For Pride Month, Digital Planet investigates the degree to which the LGBTQ+ community finds solidarity among STEM fields. Analysis reveals the share of workers who express their identity as or affiliation with the LGBTQ+ community on their resumes is smaller among STEM graduates than college graduates overall. Women in STEM were twice as likely as men to profess an affiliation with the gay community on their resumes. Younger STEM candidates display a higher rate of LGBTQ+ affiliation than their older colleagues but still significantly trailed younger college graduates overall.
While the culture of discrimination and exclusion faced by women and minorities in the STEM fields has garnered increasing attention in recent years— as noted in our study last month — less researched are how differences in sexual orientation or gender identity harbor prejudice in STEM sectors. Still less understood is how LGBTQ+ identification intersects with gender and race to create distinct obstacles for different subgroups of this understudied community.
For Pride Month, Digital Planet investigates to what degree LGBTQ+ community finds solidarity among STEM fields.
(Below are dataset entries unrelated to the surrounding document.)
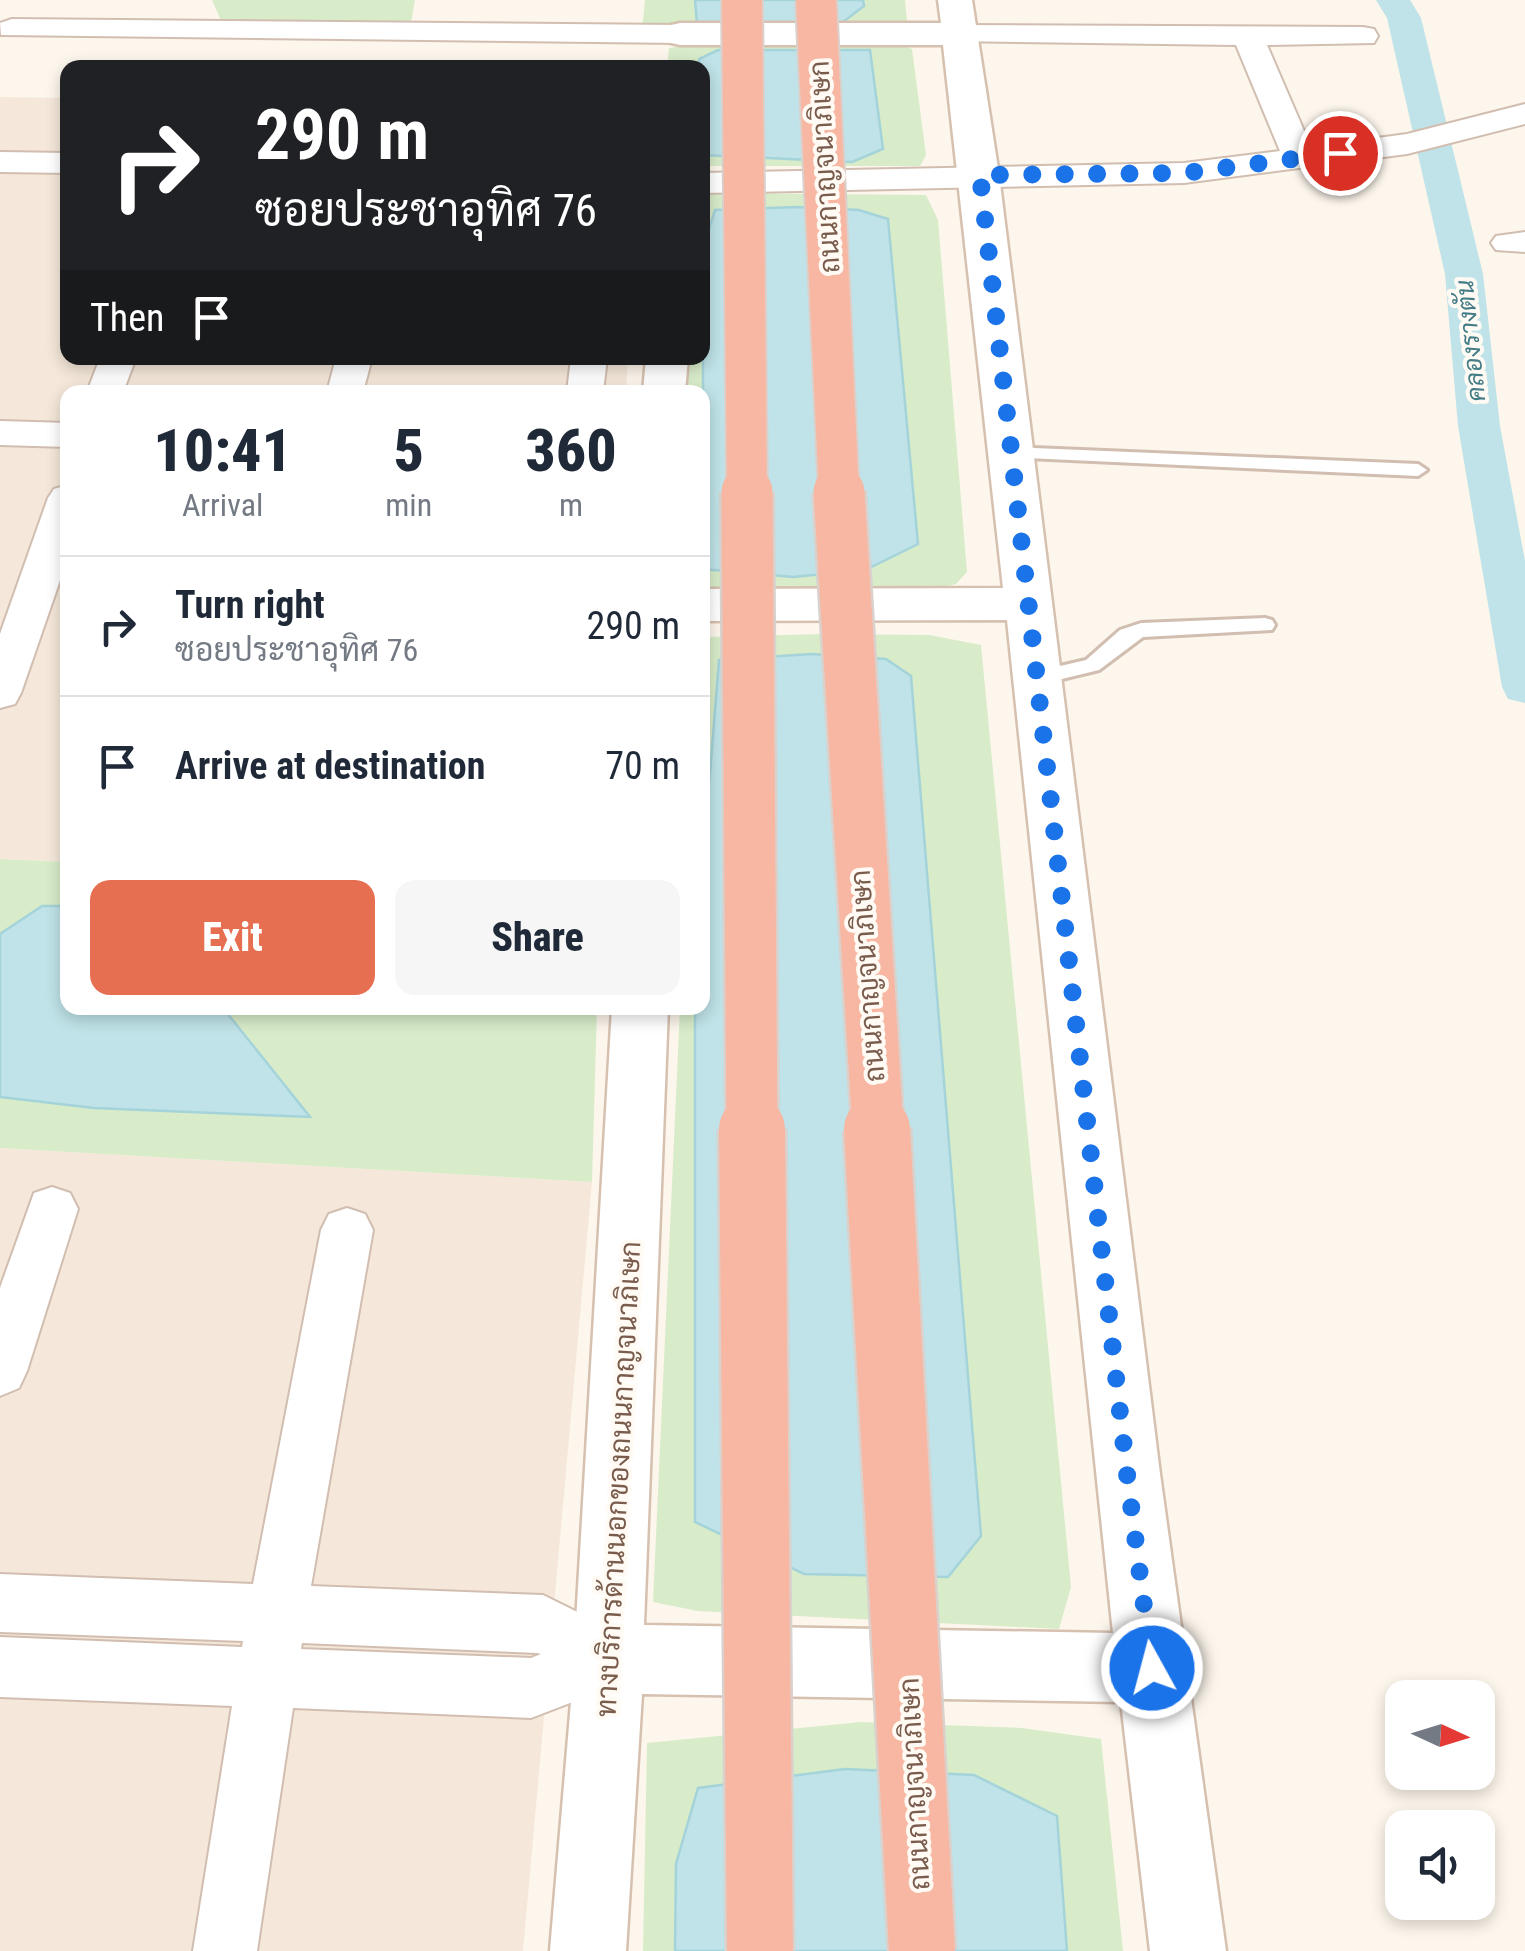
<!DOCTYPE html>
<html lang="en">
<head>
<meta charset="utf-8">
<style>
  :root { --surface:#fff; --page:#f6f6f7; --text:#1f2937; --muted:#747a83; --line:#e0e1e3; --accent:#e76f51 }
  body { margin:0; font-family:"Roboto Condensed",Sarabun,sans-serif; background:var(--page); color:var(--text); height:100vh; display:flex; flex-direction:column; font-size:38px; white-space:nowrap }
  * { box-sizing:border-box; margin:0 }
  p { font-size:32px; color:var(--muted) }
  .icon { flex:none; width:55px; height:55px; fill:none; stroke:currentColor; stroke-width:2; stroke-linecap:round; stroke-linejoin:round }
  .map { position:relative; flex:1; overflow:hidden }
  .drawer { position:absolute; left:60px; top:385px; width:650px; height:630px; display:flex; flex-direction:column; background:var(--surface); border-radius:20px; box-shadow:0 5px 15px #0003 }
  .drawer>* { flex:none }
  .hud { position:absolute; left:60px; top:60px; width:650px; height:305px; border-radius:20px; box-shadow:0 5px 15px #0003; background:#202124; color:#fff; overflow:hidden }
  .needle { width:65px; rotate:94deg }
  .controls { position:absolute; left:1385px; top:1680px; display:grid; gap:20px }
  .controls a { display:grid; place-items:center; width:110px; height:110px; border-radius:20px; background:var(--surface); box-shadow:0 5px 15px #0003; font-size:50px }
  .pin { position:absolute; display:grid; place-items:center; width:85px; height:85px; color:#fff; margin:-42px; border:5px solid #fff; border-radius:50%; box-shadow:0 2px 10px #0007 }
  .me { position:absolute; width:110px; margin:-55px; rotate:353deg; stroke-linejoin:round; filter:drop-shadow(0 0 8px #0008) }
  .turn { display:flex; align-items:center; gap:35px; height:210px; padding:0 30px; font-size:45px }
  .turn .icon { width:130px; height:130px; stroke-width:2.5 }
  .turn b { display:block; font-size:70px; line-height:85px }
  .then { display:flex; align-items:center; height:95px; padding:0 30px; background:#0003; gap:20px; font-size:38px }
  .eta { display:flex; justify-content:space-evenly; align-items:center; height:170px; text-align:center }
  .eta b { font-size:60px; font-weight:800; line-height:70px }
  .primary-button { display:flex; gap:20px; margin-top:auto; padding:20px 30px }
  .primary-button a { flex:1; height:115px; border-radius:20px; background:var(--accent); color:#fff; font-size:40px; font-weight:800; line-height:115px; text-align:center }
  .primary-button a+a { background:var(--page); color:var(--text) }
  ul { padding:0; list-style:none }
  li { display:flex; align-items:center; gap:30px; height:140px; padding:0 30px; border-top:2px solid var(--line) }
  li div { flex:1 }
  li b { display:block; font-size:38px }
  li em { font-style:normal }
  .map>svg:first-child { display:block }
  .residential { fill:#f5e8da }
  .green { fill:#d8ecc9 }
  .water { fill:#bfe3e8; stroke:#a5d3da; stroke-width:2.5 }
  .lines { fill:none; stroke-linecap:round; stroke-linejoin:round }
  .canal { fill:#bfe3e8; fill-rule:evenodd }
  .lane-casing { stroke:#d1beb0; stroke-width:6 }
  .street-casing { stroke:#d1beb0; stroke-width:4 }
  .secondary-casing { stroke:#d6c0b0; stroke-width:5 }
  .lane { fill:#fff; fill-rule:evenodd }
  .street { fill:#fff; fill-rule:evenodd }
  .secondary { fill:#fff; fill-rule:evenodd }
  .highway-bridge-far2-casing { stroke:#dad1cd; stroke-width:44; stroke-linecap:butt }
  .highway-bridge-far1-casing { stroke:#dad1cd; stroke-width:56; stroke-linecap:butt }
  .highway-bridge-casing { stroke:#dad1cd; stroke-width:71; stroke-linecap:butt }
  .highway-bridge-far2 { stroke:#f7b7a3; stroke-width:40 }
  .highway-bridge-far1 { stroke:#f7b7a3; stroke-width:51 }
  .highway-bridge { stroke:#f7b7a3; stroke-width:66 }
  .route { stroke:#1a73e8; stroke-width:18; stroke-dasharray:0 32.4 }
  .labels { text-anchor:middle; stroke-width:8; stroke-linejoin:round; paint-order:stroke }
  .far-water-label { font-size:25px; font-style:italic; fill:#437c86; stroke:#fffaf3 }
  .street-label { font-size:28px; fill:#7a5c4d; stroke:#fffaf3 }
</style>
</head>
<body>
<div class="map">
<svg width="1525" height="1951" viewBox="0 0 1525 1951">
  <rect width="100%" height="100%" fill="#fdf6ec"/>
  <g class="residential">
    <polygon points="0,97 67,98 68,358 628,358 626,392 68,392 67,862 0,859"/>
    <polygon points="0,1148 592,1182 523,1951 0,1951"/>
  </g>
  <g class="green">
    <polygon points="212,0 415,0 410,28 223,25"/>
    <polygon points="645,0 905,0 907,21 883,27 642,29"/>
    <polygon points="898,43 912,49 926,155 920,166 703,166 702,68 667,68 669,48 689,45"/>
    <polygon points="703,193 926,195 938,220 967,572 956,584 929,591 703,591 702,392 682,392 683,358 702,358"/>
    <polygon points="825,634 929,635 981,645 1071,1587 1059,1629 698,1611 653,1602 680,1008 702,1008 703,637"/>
    <polygon points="0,859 67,862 67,906 42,906 0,934"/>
    <polygon points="223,1008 597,1008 592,1182 0,1148 0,1097 94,1108 252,1042"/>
    <polygon points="861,1722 1022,1728 1101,1739 1123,1951 643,1951 647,1743"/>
  </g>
  <g class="water">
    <polygon points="695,0 863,0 864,6 843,22 697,24"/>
    <polygon points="718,50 870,50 883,149 852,162 703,155 699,59"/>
    <polygon points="796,207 859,210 888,219 918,544 865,570 793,577 703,569 703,248 715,210"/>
    <polygon points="811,654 886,659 911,676 981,1536 948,1577 804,1574 695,1522 695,1008 702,1008 703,862 719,660"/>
    <polygon points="42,906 67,906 68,1008 223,1008 310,1117 94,1108 0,1097 0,934"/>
    <polygon points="845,1769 974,1775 1057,1816 1067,1951 675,1951 676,1864 698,1788"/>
  </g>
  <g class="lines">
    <polygon class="canal" points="1376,0 1410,0 1421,18 1483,274 1500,426 1525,561 1525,703 1508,699 1502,687 1458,426 1445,274 1387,18"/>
    <defs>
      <g id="lane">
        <polygon points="1011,447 1418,464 1427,470 1418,476 1005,457 1002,453"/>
        <polygon points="1265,618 1272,620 1275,625 1272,630 1143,637 1099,670 1037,685 1027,678 1030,673 1086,660 1120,630 1141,623"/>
      </g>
      <g id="street">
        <polygon points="12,19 680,25 691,27 695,34 691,41 680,43 1,35 0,23"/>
        <polygon points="960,25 1363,27 1374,29 1378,36 1374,43 1267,45 1311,147 1407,134 1525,104 1525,124 1407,154 1184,183 702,193 702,173 1184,163 1280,151 1236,45 949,41 945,34 949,27"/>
        <polygon points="0,152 68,153 68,173 0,172"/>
        <polygon points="1525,232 1525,252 1496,250 1491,243 1496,236"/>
        <polygon points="100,358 136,358 123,392 87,392"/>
        <polygon points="336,358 372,358 363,392 327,392"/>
        <polygon points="571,358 607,358 603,392 567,392"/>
        <polygon points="0,421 68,423 68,447 0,445"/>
        <polygon points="68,485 68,557 21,693 15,704 0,708 0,634 48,498 54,489"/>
        <polygon points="52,1187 70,1193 78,1209 27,1371 19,1388 0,1396 0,1288 34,1193"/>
        <path d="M347,1208L365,1214L373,1230L311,1586L543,1595L630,1638L639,1659L630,1680L531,1718L293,1708L257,1951H193L232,1706L0,1697V1637L242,1647L243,1641L0,1632V1574L253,1584L321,1230L329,1214ZM302,1643L537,1653L541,1654L531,1658L301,1649Z"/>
      </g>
      <g id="secondary">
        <polygon points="938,0 972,0 999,175 1160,1474 1226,1951 1150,1951 1121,1702 642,1694 626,1951 550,1951 572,1690 612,1008 668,1008 644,1625 1113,1633 1007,620 702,621 702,589 1003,588 943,45 680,45 667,42 662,34 667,26 680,23 941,23"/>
        <polygon points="646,358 688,358 685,392 643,392"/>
      </g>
    </defs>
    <use href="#lane" class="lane-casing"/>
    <use href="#street" class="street-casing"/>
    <use href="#secondary" class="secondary-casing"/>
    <use href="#lane" class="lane"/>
    <use href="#street" class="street"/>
    <use href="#secondary" class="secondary"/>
    <defs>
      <g id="highway-bridge-far2">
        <polyline points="742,0 747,495"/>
        <polyline points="816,0 839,495"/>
      </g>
      <g id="highway-bridge-far1">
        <polyline points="747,492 752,1131"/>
        <polyline points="839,492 878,1131"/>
      </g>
      <g id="highway-bridge">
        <polyline points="752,1129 760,1951"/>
        <polyline points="877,1129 922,1951"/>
      </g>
    </defs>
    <use href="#highway-bridge-far2" class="highway-bridge-far2-casing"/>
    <use href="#highway-bridge-far1" class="highway-bridge-far1-casing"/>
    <use href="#highway-bridge" class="highway-bridge-casing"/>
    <use href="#highway-bridge-far2" class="highway-bridge-far2"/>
    <use href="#highway-bridge-far1" class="highway-bridge-far1"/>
    <use href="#highway-bridge" class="highway-bridge"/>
  </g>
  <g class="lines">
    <polyline class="route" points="1152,1668 1127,1474 980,175 1184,173 1340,153"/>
  </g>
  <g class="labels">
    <g class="far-water-label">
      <text transform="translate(1470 341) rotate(-96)" y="9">คลองรางตัน</text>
    </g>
    <g class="street-label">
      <text transform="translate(824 167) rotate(-93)" y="10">ถนนกาญจนาภิเษก</text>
      <text transform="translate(867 976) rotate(-94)" y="10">ถนนกาญจนาภิเษก</text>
      <text transform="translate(618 1479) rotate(-87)" y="10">ทางบริการด้านนอกของถนนกาญจนาภิเษก</text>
      <text transform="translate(914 1784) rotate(-93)" y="10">ถนนกาญจนาภิเษก</text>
    </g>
  </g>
</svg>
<div class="controls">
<a><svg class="needle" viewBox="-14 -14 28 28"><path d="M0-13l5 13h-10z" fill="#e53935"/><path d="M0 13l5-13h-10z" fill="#747a83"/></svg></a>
<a><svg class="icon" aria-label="sound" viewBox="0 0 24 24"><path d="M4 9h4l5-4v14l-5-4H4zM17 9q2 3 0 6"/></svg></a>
</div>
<div class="pin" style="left:1340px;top:153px;background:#d93025"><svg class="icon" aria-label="arrive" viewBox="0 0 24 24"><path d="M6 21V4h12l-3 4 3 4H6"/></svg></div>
<svg class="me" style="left:1152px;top:1668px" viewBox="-20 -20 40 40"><circle r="17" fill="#1a73e8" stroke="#fff" stroke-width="3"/><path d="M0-11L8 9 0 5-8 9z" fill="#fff"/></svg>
<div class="hud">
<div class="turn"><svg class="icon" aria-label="right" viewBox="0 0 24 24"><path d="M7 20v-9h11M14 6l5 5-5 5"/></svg><div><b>290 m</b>ซอยประชาอุทิศ 76</div></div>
<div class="then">Then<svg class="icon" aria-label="arrive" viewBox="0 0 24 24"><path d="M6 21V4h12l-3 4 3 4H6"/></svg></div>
</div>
<section class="drawer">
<div class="eta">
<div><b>10:41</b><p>Arrival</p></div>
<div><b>5</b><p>min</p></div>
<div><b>360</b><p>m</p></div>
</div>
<ul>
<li><svg class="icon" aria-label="right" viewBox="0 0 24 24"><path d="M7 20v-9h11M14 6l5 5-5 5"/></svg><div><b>Turn right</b><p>ซอยประชาอุทิศ 76</p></div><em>290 m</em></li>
<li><svg class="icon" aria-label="arrive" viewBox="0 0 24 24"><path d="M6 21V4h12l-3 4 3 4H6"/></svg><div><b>Arrive at destination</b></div><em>70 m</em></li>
</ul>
<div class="primary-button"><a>Exit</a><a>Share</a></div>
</section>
</div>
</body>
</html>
With the help of the talent database of SeekOut, an AI-powered Talent 360 platform, we collated profiles of U.S. workers who used keywords such as LGBTQ, gay, lesbian, etc. in their online professional presence. This approach captures candidates who publicly list an affiliation with LGBTQ+ networking groups, sororities, fraternities, advocacy groups. While this approach does not capture every person identifying as LGBTQ+, it does provide insights as to who elects to publicly express LGBTQ+ affiliation in their online professional presence.
We found that the share of workers who expressed affiliation with the LGBTQ+ community on their resumes is smaller among STEM graduates than college graduates overall. While STEM graduates specializing in healthcare or pharmaceuticals were actually 11% more likely to affiliate with LGBTQ+ than those with at least a bachelor’s in any field, all other STEM graduates were only about a third as likely as college graduates overall to affiliate likewise.